On the other hand, my concept of these Bible stories is so tied in with some of these epic movies, two or three of which my father happened to have made. As an adult, to continue the progression of watching it from time to time. It really strikes me how current it remains, and how exciting and vibrant Ten Commandments still is, even to a modern audience which has been jaded by amazing special effects in modern movies. I think this is the first modern epic, filmed in 1955 – If you start counting forwards from there, you see it affected all epic films that came after it, including Ben Hur and all the way into films like Gladiator and even the Marvel movies.  DeMille’s sense of epic spectacle and scale is legendary and there’s a good reason.

You have two central, gigantic figures in the history of cinema, who are both extremely complicated.  Both had very positive and very negative effects on the state of Hollywood depending on who you listen to, one of whom is Cecil B. DeMille and one of whom is your father.  Can you talk about your own relationship with the myth of your father, about the varying politics of your father, and its misunderstandings on both sides of the spectrum and in turn on his relationship with his director?

I could probably write a book about that, and maybe I should.  We are contemplating a documentary about my father’s life, to talk about some of the aspects of his life that people don’t know about.  My concept for that film is that there are two poles or two signature moments in his career that people remember, perhaps more than anything else, perhaps more even than the chariot race in Ben Hur. One is the moment where he holds up the staff and parts the Red Sea, and says “behold his mighty hand”. The other is a very similar gesture, where he holds up the Kentucky flintlock musket in from of the assembled multitudes of the National Rifle Association and says “from my cold, dead hands”. It’s kind of the same thing in a way.

It’s certainly the same iconography.  And yet, one is seemingly antithetical to the other.
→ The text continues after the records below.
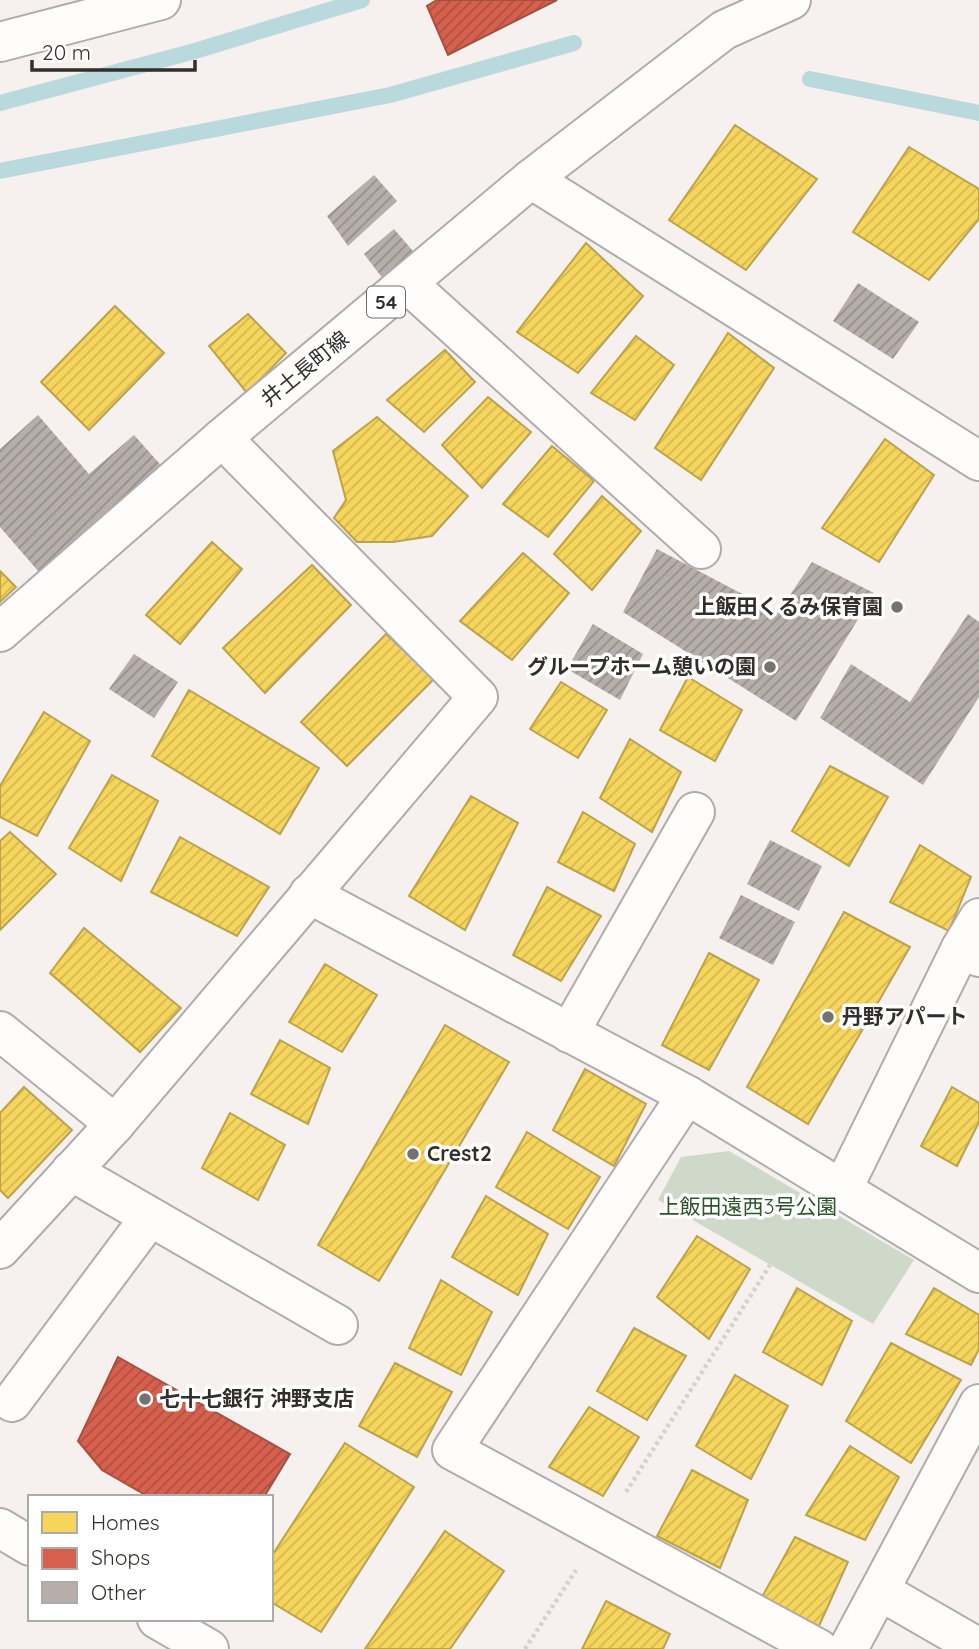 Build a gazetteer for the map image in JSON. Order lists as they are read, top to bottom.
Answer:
{
  "streets": {
    "street": ["54", "井土長町線"]
  },
  "parks": ["上飯田遠西3号公園"],
  "places": [
    "上飯田くるみ保育園",
    "グループホーム憩いの園",
    "丹野アパート",
    "Crest2",
    "七十七銀行 沖野支店"
  ],
  "legend": ["Homes", "Shops", "Other"],
  "scale_bar": "20 m"
} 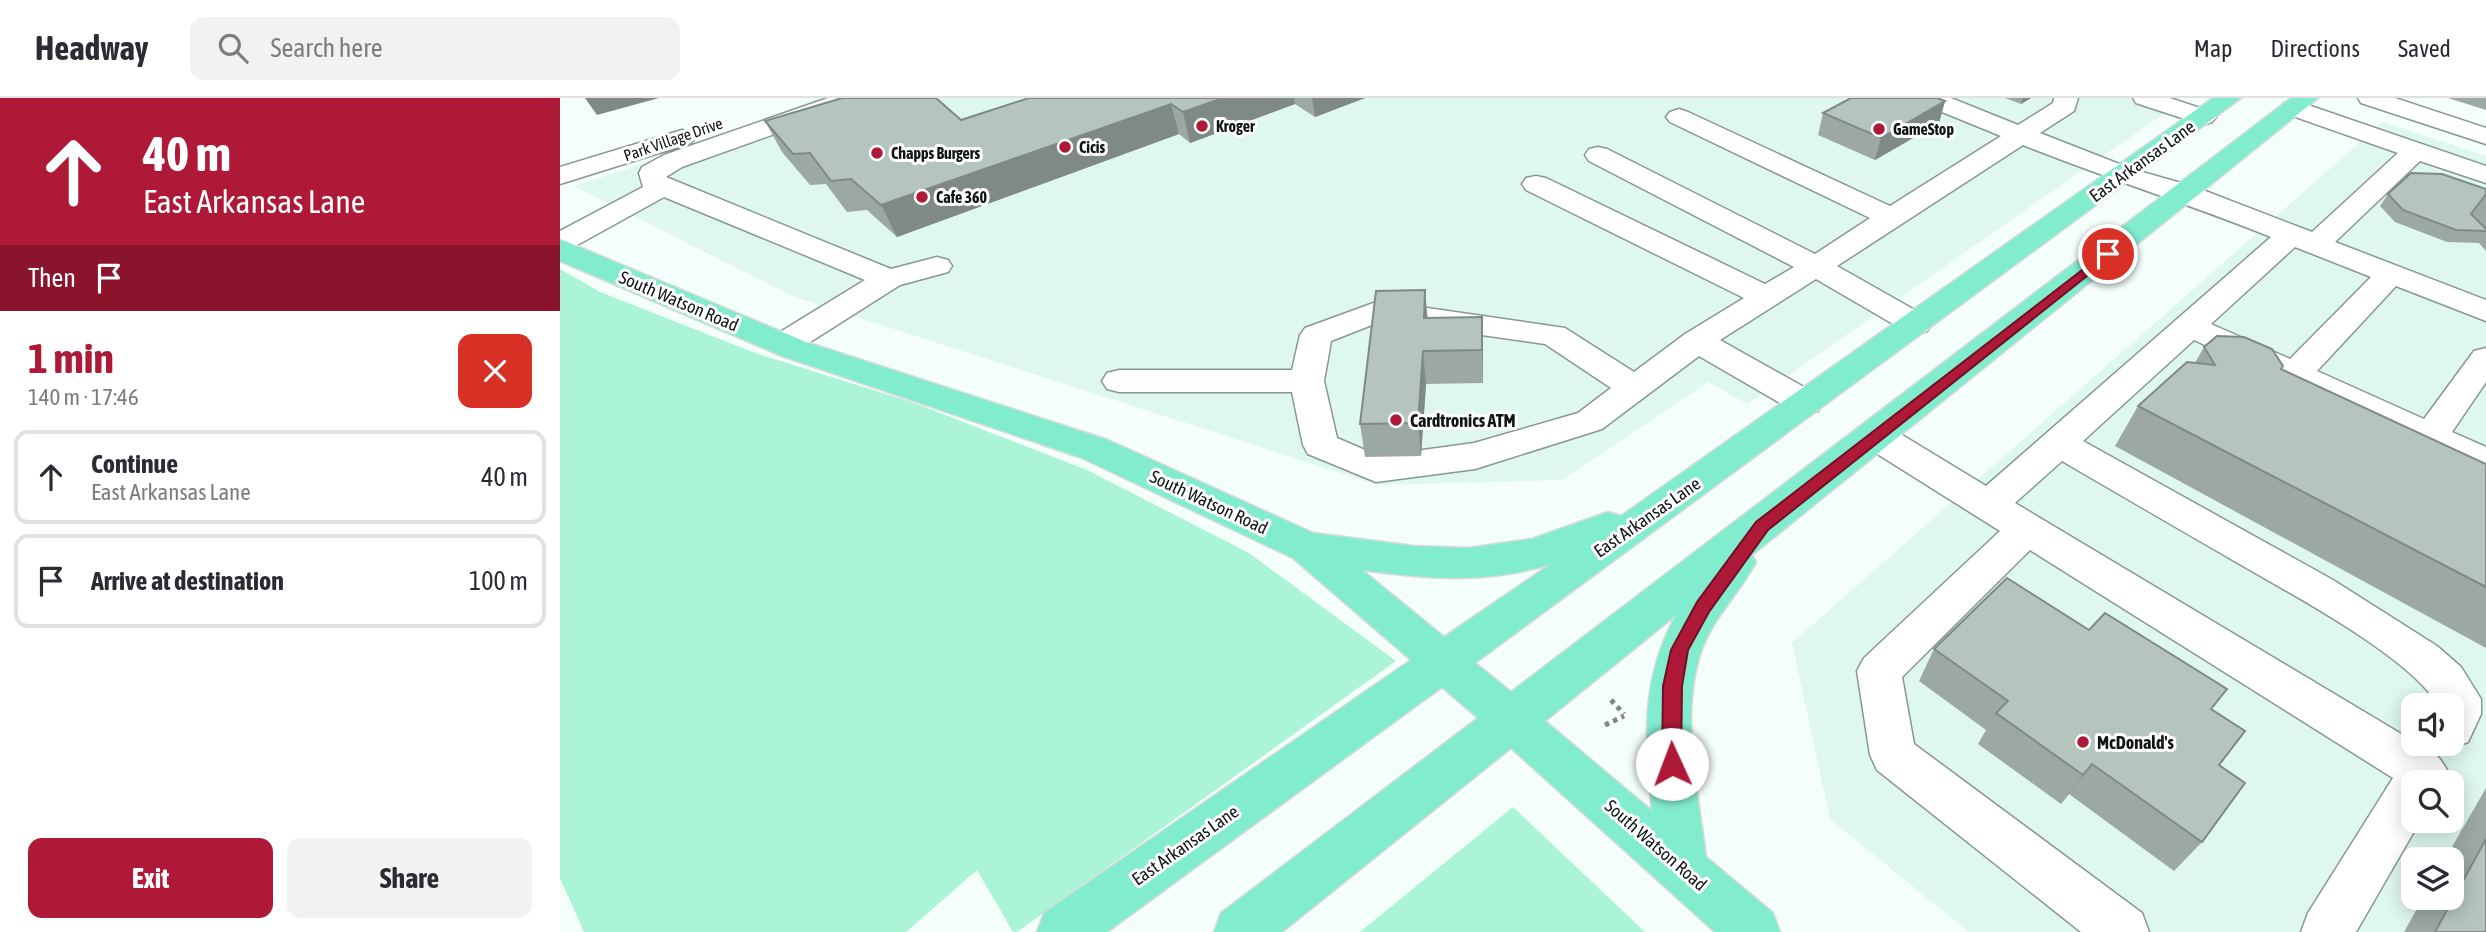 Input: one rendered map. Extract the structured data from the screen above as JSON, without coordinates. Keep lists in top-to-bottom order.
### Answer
{
  "streets": {
    "main road": ["East Arkansas Lane", "South Watson Road"],
    "street": ["Park Village Drive"]
  },
  "crossings": [
    ["East Arkansas Lane", "South Watson Road"]
  ],
  "places": [
    "Kroger",
    "GameStop",
    "Cicis",
    "Chapps Burgers",
    "Cafe 360",
    "Cardtronics ATM",
    "McDonald's"
  ],
  "page": {
    "header": "Headway",
    "search": "Search here",
    "nav": ["Map", "Directions", "Saved"],
    "turn": ["40 m", "East Arkansas Lane"],
    "then": "Then",
    "heading": ["1 min", "140 m · 17:46"],
    "list": [
      {
        "name": "Continue",
        "note": "East Arkansas Lane",
        "value": "40 m"
      },
      {
        "name": "Arrive at destination",
        "value": "100 m"
      }
    ],
    "buttons": ["Exit", "Share"]
  }
} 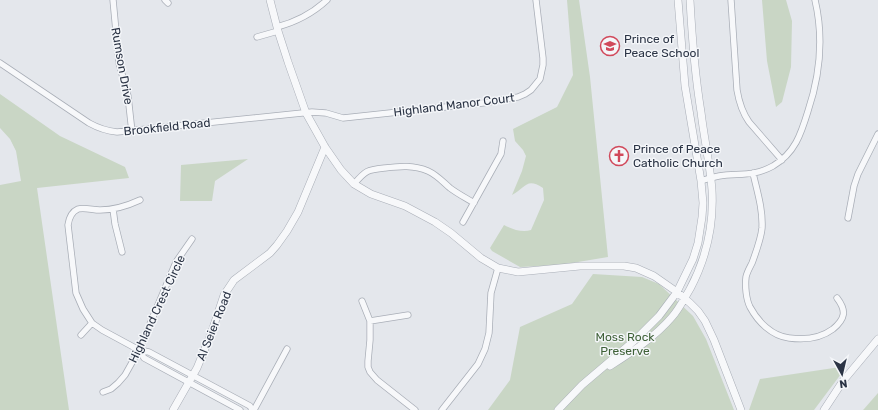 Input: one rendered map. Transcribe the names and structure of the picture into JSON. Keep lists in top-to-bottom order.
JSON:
{
  "streets": {
    "street": [
      "Rumson Drive",
      "Highland Manor Court",
      "Brookfield Road",
      "Highland Crest Circle",
      "Al Seier Road"
    ]
  },
  "crossings": [
    ["Rumson Drive", "Brookfield Road"],
    ["Highland Manor Court", "Brookfield Road"]
  ],
  "parks": ["Moss Rock Preserve"],
  "places": {
    "school or university": ["Prince of Peace School"],
    "church": ["Prince of Peace Catholic Church"]
  },
  "north": "bottom"
} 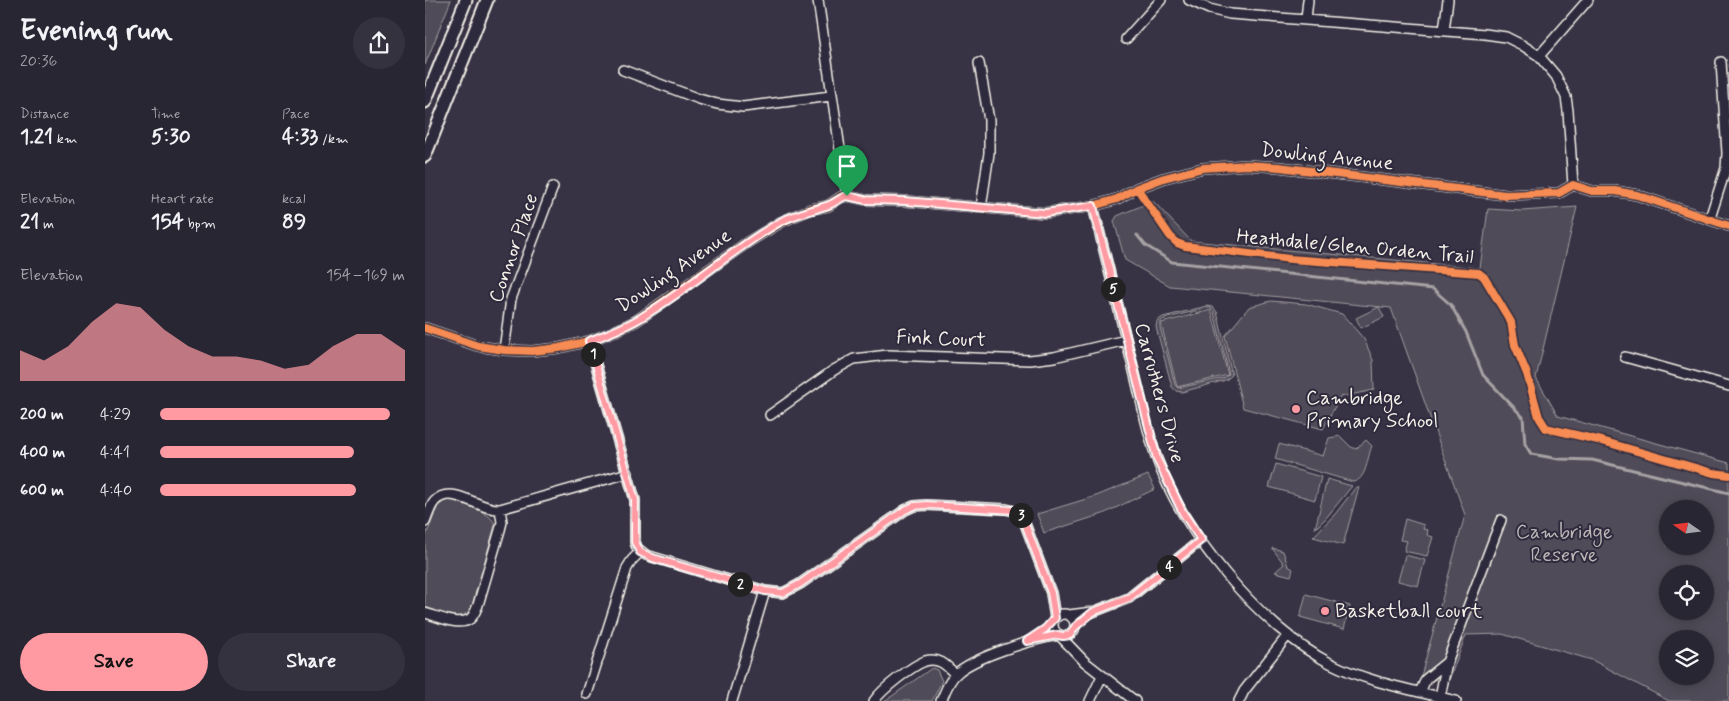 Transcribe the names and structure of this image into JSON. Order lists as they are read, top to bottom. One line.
{"streets":{"street":["Dowling Avenue","Connor Place","Fink Court","Carruthers Drive"],"cycle path":["Heathdale/Glen Orden Trail"]},"crossings":[["Dowling Avenue","Connor Place"],["Dowling Avenue","Carruthers Drive"],["Fink Court","Carruthers Drive"]],"parks":["Cambridge Reserve"],"places":["Cambridge Primary School","Basketball court"],"north":"left","page":{"heading":["Evening run","20:36"],"stats":[["Distance","1.21 km"],["Time","5:30"],["Pace","4:33 /km"],["Elevation","21 m"],["Heart rate","154 bpm"],["kcal","89"]],"chart":["Elevation","154–169 m"],"pins":["5","1","3","4","2"],"list":[{"name":"200 m","note":"4:29"},{"name":"400 m","note":"4:41"},{"name":"600 m","note":"4:40"}],"buttons":["Save","Share"]}} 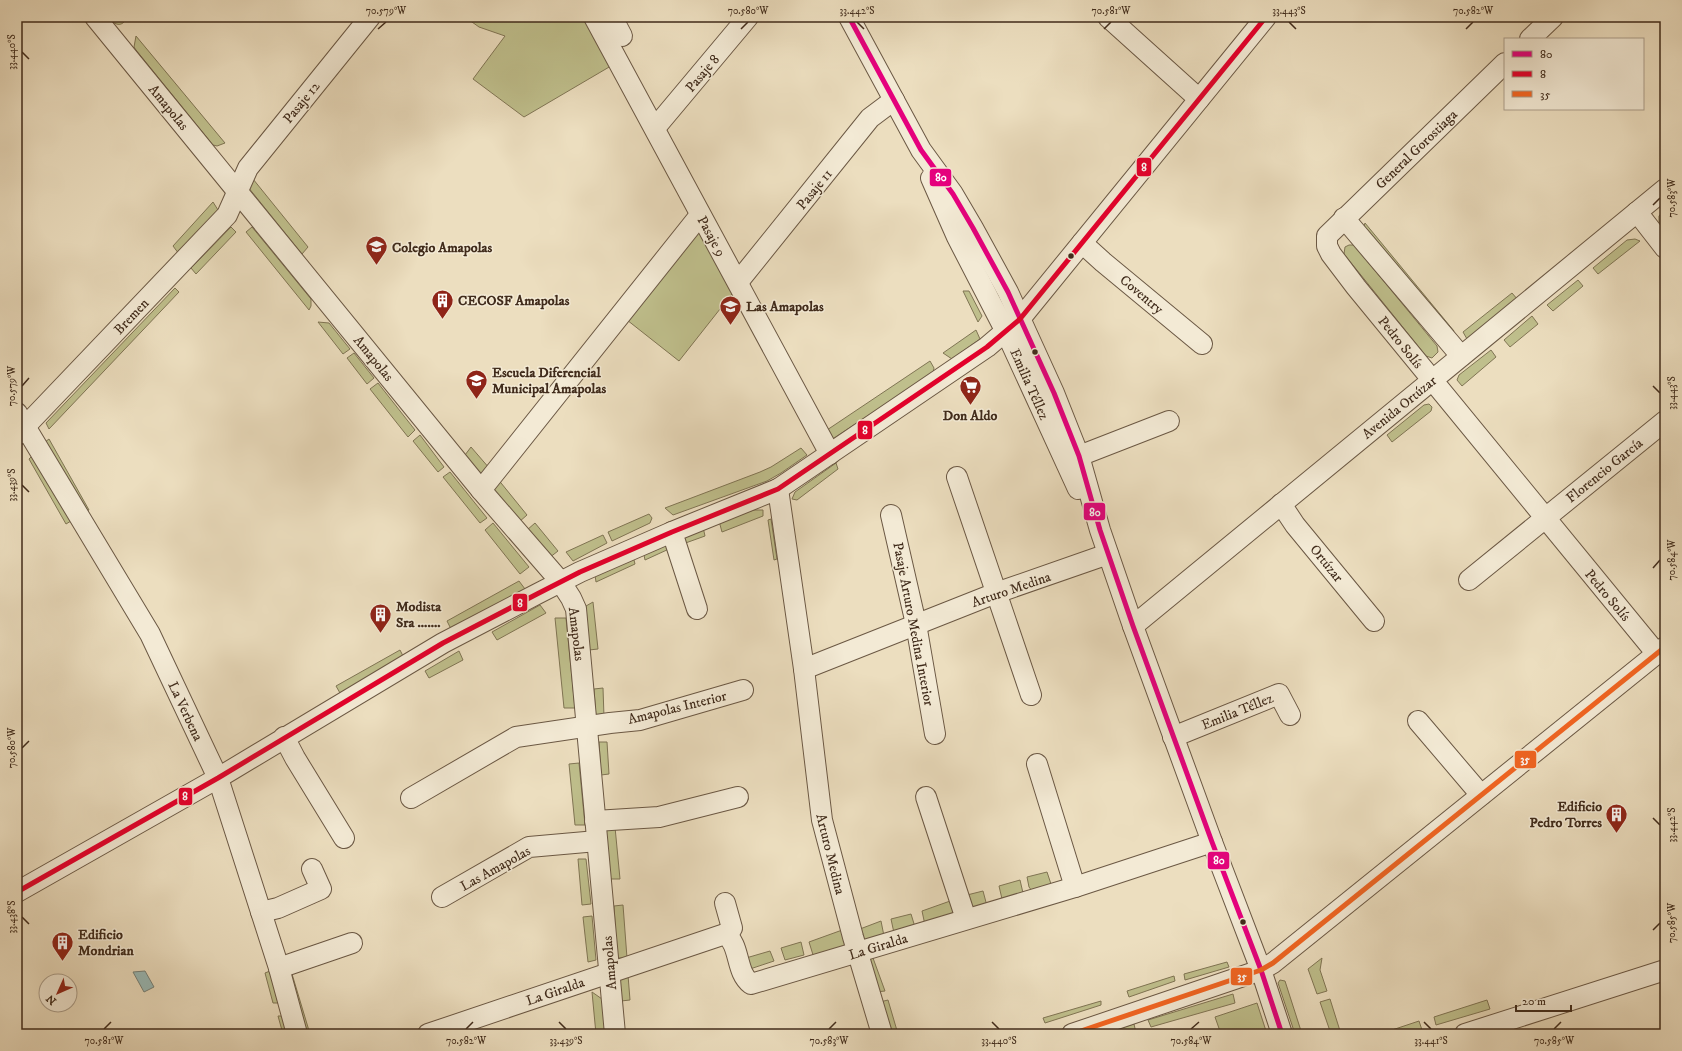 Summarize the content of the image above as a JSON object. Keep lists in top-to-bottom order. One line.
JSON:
{"streets":{"street":["Pasaje 8","Pasaje 12","Amapolas","General Gorostiaga","Pasaje 11","Pasaje 9","Coventry","Bremen","Pedro Solís","Emilia Téllez","Avenida Ortúzar","Florencio García","Ortúzar","Arturo Medina","Pasaje Arturo Medina Interior","Amapolas Interior","La Verbena","Las Amapolas","La Giralda"]},"crossings":[["Pasaje 8","Pasaje 9"],["Pasaje 12","Amapolas"],["Pasaje 12","Bremen"],["Amapolas","Bremen"],["Amapolas","Amapolas Interior"],["Amapolas","Las Amapolas"],["Amapolas","La Giralda"],["General Gorostiaga","Pedro Solís"],["Pasaje 11","Pasaje 9"],["Pasaje 11","Emilia Téllez"],["Bremen","La Verbena"],["Pedro Solís","Avenida Ortúzar"],["Pedro Solís","Florencio García"],["Emilia Téllez","Avenida Ortúzar"],["Emilia Téllez","Arturo Medina"],["Emilia Téllez","La Giralda"],["Avenida Ortúzar","Ortúzar"],["Arturo Medina","Pasaje Arturo Medina Interior"],["Arturo Medina","La Giralda"]],"places":{"school or university":["Colegio Amapolas","Las Amapolas","Escuela Diferencial Municipal Amapolas"],"building":["CECOSF Amapolas","Modista Sra .......","Edificio Pedro Torres","Edificio Mondrian"],"supermarket":["Don Aldo"]},"lines":["transit line 80","transit line 8","transit line 35"],"legend":["80","8","35"],"scale_bar":"20 m","north":"bottom left","coordinates":["70.579°W","70.580°W","33.442°S","70.581°W","33.443°S","70.582°W","33.440°S","70.583°W","33.439°S","70.584°W","33.438°S","70.585°W","33.441°S"]} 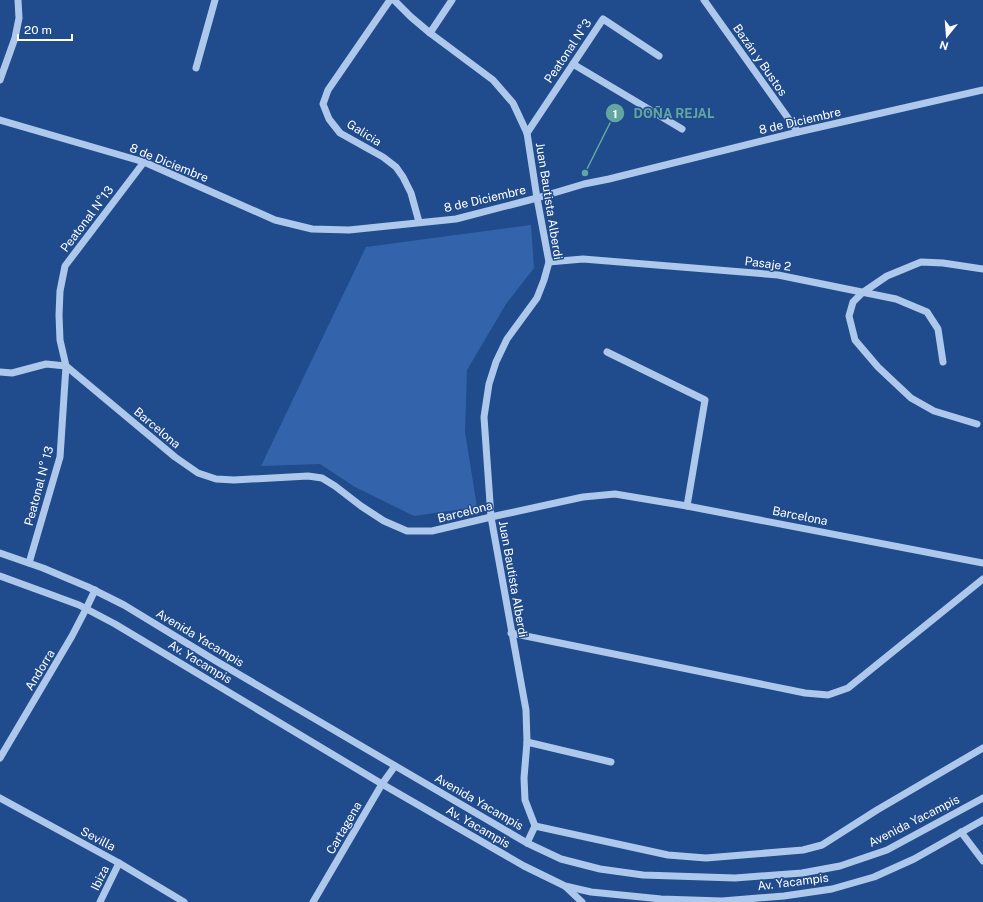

One is basically a mythical figure that he’s playing a part – he was not an old testament prophet, nor was he a chariot driver, nor was he Jewish, nor was he a medieval knight or an astronaut or a cowboy.  He just played those things.  To answer your question about my relationship with him, both as a mythical figure and later in life as a political figure, I always looked at him as the guy that he actually was, not as the people he played. I was on the set of Ben Hur, and I was on the set of Ten Commandments too, but I was only three months old and I was locked up in a basket most of the time.

He was a very gentle, loving man. He was a great humorist, he loved jokes and would always, in the days before email, mail me cartoons and clippings from the paper. He was a great husband, and he was married to my mother, Lydia, for 65 some odd years, which has got to be some kind of record in Hollywood. He was an avid tennis fan and loved sports. He was very warm and kind-hearted to his friends.  He was socially very liberal – he had many gay friends, he had friends from all races and all countries and all walks of life.  He was not the sort of stern, autocratic ultra-conservative that people imagine he was.  And that’s part of what I think I would talk about if I were making a film about his life as indeed we hope to do.

Did he recognize his own contradictions?  Did he see it as at all contradictory, being a man who marched with Martin Luther King and then the same man who held up that flintlock?

It’s a great point, because the short answer is no.  And I think he’s right.  He was the same guy in 1961 or 62 when he marched and led the Hollywood Arts contingent to the steps of the Lincoln Memorial with Martin Luther King as he was when he held up that musket.  He saw it as a stance for freedom.  Now, you may disagree politically with how to go about that, and I won’t judge history. I think it’s a little too soon to make that judgment. But he saw the American constitution as a bulwark of our freedom in America.  People in other countries don’t view it as such and of course many people here don’t view it as such either.  He thought they were wrong, and he thinks all of the Amendments of the constitution are sacrosanct, including the first and the second and the fourth, all of which have been under various assault from both the right and the left, in the last 30 years.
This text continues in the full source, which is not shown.